• **To do**: For the records that follow, give the number of lines containing the word "Badstraße", with no added text.

[Collected data]
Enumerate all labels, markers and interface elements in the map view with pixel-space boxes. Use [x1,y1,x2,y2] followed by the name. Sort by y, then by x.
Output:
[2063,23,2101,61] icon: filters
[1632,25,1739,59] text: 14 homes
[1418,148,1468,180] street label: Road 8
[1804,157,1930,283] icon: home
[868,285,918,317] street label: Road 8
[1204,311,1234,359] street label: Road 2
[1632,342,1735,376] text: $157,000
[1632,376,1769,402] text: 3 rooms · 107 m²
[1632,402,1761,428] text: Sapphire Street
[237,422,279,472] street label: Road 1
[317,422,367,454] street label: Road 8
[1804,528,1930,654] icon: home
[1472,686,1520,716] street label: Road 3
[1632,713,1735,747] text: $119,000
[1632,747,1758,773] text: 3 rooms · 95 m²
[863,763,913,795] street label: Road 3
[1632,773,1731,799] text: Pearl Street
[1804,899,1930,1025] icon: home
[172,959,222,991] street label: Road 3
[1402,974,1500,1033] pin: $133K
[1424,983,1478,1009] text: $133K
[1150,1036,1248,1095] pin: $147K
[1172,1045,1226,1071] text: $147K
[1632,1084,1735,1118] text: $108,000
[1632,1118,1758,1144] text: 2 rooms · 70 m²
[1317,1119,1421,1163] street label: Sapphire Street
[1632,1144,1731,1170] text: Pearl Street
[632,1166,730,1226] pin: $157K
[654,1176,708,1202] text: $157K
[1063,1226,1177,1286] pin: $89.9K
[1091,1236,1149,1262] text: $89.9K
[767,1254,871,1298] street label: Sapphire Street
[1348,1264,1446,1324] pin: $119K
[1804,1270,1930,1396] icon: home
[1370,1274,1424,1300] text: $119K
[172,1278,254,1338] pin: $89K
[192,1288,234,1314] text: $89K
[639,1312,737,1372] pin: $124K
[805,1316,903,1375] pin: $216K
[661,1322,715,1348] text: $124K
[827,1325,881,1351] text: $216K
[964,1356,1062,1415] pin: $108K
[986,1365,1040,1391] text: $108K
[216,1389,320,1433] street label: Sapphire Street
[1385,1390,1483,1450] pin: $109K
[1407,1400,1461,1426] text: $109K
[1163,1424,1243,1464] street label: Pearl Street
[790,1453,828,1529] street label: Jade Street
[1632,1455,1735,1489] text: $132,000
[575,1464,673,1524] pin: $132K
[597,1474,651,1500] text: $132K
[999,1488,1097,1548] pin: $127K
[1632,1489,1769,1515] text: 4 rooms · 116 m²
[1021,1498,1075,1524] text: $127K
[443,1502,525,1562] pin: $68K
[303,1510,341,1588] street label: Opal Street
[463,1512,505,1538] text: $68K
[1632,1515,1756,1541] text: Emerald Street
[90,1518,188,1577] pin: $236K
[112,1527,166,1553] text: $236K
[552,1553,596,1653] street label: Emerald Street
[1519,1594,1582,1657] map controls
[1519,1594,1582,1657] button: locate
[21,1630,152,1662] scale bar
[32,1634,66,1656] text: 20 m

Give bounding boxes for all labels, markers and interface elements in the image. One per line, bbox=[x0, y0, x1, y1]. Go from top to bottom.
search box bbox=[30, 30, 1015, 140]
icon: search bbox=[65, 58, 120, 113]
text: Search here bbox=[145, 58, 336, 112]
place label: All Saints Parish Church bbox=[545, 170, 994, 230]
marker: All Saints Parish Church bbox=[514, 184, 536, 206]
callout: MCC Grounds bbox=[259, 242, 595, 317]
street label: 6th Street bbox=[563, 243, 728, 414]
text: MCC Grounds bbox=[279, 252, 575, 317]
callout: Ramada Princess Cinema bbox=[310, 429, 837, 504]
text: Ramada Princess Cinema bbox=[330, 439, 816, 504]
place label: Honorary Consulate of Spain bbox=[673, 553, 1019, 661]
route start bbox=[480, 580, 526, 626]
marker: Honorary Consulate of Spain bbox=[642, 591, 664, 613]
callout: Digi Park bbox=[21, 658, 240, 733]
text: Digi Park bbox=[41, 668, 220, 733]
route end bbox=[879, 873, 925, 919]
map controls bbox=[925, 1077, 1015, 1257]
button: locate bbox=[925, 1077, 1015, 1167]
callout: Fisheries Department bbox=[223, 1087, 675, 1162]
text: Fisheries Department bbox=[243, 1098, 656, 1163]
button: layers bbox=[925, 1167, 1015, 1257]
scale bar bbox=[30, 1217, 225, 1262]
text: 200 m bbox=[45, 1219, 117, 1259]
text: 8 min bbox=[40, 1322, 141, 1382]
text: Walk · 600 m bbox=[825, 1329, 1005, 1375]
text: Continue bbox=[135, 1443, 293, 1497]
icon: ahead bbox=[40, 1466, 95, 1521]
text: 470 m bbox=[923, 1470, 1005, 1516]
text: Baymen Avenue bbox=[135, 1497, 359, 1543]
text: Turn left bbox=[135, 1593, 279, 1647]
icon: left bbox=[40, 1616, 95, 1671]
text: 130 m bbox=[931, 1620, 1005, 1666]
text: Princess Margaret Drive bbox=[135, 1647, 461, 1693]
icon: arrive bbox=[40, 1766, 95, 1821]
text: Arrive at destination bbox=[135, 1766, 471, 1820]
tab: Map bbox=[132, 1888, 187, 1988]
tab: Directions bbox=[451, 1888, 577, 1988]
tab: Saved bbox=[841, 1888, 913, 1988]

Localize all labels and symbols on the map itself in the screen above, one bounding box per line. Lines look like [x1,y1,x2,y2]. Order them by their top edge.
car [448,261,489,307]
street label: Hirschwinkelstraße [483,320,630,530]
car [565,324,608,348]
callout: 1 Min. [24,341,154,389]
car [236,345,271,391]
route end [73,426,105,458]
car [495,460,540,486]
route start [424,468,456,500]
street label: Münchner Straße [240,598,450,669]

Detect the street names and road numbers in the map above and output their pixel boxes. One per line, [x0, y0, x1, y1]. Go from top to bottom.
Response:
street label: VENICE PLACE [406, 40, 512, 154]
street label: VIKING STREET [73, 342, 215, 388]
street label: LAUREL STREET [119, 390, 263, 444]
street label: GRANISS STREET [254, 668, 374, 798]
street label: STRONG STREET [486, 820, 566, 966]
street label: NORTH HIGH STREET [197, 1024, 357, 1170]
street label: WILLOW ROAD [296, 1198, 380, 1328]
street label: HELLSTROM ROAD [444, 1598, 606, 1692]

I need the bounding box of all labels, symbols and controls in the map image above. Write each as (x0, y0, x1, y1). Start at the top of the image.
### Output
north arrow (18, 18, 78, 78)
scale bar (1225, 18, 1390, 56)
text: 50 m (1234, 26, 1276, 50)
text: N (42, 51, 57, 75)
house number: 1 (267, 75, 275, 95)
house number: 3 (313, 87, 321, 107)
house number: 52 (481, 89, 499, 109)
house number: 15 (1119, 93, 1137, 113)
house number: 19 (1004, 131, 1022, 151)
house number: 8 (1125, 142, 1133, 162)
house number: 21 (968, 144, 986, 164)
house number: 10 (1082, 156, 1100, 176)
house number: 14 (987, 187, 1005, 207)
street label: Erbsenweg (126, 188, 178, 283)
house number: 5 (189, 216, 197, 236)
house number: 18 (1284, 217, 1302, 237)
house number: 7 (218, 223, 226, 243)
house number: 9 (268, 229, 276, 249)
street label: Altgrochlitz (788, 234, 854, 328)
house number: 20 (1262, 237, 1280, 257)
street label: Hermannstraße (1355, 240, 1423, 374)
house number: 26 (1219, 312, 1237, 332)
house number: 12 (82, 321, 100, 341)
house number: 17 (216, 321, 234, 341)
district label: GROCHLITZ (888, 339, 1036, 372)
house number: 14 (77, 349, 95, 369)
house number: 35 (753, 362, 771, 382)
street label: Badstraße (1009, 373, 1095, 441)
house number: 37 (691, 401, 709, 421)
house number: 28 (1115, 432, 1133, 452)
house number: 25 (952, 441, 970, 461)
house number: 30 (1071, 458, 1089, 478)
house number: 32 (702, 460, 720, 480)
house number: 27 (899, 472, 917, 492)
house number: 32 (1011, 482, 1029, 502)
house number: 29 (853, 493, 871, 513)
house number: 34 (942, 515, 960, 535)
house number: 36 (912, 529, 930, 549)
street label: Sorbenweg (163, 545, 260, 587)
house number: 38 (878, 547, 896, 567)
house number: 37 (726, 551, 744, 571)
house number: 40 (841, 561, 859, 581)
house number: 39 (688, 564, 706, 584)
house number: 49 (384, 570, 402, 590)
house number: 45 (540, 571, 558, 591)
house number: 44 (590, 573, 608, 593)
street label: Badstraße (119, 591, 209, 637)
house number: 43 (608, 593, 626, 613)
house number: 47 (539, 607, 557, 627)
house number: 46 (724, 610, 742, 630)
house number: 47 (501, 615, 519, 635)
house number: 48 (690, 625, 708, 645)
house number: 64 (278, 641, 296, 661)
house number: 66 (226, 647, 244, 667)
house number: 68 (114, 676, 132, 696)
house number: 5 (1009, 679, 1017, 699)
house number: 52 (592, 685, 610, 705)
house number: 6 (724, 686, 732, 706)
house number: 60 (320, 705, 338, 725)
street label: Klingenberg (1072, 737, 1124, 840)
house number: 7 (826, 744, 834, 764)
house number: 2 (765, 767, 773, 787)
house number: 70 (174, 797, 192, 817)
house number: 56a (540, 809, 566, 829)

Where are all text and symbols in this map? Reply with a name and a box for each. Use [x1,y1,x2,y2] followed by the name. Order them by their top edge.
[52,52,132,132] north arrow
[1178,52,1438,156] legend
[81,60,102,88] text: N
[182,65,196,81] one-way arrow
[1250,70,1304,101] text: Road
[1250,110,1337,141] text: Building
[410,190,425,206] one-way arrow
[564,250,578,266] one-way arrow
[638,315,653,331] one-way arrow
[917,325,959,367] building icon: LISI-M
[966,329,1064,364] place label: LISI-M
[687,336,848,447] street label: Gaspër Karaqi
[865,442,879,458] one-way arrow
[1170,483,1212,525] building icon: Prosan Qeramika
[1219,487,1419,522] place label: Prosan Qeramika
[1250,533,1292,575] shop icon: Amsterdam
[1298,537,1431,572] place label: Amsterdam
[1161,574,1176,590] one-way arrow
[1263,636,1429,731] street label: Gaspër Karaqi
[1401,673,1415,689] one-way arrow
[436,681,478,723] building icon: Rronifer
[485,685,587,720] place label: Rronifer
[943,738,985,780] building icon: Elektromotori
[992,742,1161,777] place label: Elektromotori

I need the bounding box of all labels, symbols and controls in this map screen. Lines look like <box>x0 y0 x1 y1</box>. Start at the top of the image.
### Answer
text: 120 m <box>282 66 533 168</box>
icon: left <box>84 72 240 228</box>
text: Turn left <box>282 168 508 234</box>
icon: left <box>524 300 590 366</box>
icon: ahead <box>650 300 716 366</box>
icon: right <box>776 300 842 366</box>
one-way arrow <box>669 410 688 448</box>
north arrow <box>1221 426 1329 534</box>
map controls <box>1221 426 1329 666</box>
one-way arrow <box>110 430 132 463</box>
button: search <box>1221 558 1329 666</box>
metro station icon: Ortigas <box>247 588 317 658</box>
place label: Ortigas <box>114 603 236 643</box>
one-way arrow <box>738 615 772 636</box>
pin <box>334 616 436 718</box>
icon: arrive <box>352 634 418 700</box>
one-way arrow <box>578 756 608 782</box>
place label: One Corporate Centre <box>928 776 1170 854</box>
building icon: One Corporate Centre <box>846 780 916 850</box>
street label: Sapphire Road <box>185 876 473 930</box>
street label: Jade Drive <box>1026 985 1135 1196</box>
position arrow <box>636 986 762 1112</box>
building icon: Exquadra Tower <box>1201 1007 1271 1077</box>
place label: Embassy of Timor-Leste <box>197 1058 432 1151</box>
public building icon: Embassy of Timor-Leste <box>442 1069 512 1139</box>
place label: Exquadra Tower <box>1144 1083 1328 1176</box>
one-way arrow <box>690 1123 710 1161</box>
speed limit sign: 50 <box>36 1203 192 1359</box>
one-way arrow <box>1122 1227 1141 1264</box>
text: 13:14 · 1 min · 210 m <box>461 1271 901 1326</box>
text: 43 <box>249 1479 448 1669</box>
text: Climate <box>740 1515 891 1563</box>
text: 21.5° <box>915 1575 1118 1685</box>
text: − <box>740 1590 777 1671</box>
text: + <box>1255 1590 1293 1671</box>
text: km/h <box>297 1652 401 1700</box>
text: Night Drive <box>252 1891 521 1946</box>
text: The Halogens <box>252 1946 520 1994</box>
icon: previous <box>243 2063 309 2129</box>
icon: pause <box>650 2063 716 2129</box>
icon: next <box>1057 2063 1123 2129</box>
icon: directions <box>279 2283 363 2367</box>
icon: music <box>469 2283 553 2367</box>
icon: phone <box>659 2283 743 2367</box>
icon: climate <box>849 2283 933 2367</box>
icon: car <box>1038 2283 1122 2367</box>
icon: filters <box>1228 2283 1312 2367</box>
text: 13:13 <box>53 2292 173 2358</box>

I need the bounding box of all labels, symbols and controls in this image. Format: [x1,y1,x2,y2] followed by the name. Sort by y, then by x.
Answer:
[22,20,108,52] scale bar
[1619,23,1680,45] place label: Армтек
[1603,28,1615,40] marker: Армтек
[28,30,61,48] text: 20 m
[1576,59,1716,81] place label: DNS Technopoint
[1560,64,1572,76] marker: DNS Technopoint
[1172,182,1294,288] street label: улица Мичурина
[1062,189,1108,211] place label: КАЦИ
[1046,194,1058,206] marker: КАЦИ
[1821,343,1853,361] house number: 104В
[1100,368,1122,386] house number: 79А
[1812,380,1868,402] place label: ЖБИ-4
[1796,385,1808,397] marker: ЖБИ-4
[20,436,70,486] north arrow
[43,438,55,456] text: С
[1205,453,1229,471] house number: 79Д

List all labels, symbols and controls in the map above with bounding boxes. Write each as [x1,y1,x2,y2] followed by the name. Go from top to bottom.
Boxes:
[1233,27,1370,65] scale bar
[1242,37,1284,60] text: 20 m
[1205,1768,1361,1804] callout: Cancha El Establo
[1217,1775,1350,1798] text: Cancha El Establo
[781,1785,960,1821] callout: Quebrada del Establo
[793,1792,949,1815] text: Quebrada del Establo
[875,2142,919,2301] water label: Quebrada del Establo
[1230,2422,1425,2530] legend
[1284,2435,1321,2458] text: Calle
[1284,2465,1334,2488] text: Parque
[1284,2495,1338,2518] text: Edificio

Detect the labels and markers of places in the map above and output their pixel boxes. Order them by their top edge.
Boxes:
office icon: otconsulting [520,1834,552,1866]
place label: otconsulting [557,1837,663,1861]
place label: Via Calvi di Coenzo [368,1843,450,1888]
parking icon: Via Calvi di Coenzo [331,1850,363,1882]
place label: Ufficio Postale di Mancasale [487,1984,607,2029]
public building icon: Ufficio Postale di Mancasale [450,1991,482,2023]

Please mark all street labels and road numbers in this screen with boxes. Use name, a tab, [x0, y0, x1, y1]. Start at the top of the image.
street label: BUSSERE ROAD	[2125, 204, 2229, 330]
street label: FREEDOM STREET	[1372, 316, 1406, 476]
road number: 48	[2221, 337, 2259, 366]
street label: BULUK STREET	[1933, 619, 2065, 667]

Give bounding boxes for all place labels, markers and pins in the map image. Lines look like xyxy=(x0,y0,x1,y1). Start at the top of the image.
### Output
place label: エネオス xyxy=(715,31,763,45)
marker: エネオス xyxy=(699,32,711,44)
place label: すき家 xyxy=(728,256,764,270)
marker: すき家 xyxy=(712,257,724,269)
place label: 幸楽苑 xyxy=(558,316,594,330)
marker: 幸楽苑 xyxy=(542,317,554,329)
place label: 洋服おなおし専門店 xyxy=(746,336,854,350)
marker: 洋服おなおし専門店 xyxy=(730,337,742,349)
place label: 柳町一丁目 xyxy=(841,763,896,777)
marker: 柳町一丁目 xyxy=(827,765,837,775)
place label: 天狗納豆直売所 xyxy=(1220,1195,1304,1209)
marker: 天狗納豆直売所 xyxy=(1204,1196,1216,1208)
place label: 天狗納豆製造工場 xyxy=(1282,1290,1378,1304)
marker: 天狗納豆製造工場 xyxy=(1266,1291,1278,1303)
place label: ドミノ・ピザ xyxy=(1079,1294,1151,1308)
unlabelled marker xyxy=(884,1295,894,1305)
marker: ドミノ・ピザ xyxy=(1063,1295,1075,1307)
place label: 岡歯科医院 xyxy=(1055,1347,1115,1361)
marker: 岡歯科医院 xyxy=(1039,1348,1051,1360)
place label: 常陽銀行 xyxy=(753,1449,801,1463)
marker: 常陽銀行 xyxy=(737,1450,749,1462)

• **Exercise solution**: 2